-- What you have to do --
Which lines of the listing hold the string "this"? Copy those lines.
----------
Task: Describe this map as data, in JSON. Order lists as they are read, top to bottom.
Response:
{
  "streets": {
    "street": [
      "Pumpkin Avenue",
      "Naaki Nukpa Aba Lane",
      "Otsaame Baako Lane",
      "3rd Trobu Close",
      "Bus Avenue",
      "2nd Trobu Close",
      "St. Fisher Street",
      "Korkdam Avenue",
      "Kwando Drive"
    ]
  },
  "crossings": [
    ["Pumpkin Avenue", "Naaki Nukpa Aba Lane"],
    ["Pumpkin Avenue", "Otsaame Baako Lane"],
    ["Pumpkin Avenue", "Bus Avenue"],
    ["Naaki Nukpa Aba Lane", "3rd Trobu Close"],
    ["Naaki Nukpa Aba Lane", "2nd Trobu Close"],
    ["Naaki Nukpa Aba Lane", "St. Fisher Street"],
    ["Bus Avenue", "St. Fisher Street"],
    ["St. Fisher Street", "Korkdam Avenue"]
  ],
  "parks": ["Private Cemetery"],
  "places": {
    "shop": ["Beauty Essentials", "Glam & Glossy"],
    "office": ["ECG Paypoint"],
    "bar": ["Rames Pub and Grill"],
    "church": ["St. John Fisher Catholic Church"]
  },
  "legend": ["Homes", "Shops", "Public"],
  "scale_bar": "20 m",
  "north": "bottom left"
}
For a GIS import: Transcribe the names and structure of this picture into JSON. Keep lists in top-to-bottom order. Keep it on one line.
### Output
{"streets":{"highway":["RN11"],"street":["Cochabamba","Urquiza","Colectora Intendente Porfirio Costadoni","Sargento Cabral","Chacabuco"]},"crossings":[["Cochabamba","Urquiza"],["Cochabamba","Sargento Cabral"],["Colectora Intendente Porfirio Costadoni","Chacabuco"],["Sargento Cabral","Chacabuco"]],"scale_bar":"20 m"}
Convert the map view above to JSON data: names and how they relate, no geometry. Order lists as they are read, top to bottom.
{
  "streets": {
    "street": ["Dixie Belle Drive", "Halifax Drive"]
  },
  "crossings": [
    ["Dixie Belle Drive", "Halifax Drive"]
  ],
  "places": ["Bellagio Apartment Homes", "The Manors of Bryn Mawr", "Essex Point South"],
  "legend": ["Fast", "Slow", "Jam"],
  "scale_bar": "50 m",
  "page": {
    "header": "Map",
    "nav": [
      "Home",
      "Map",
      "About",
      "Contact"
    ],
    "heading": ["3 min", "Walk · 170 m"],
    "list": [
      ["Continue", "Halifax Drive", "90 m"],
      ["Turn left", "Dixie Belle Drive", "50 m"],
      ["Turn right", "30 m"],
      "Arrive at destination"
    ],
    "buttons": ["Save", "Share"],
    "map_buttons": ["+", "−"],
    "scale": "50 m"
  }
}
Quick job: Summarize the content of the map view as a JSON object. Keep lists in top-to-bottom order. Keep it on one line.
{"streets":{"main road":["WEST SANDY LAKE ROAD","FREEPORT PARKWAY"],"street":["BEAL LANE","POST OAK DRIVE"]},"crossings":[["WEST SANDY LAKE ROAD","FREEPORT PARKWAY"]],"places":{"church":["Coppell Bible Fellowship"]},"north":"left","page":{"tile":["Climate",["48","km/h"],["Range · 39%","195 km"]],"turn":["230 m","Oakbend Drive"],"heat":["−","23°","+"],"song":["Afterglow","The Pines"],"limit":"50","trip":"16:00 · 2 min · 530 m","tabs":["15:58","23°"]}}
----------
-- Expected answer --
Task: Describe this map as data, in JSON. Order lists as they are read, top to bottom.
For a GIS import: Transcribe the names and structure of this picture into JSON. Keep lists in top-to-bottom order. Keep it on one line.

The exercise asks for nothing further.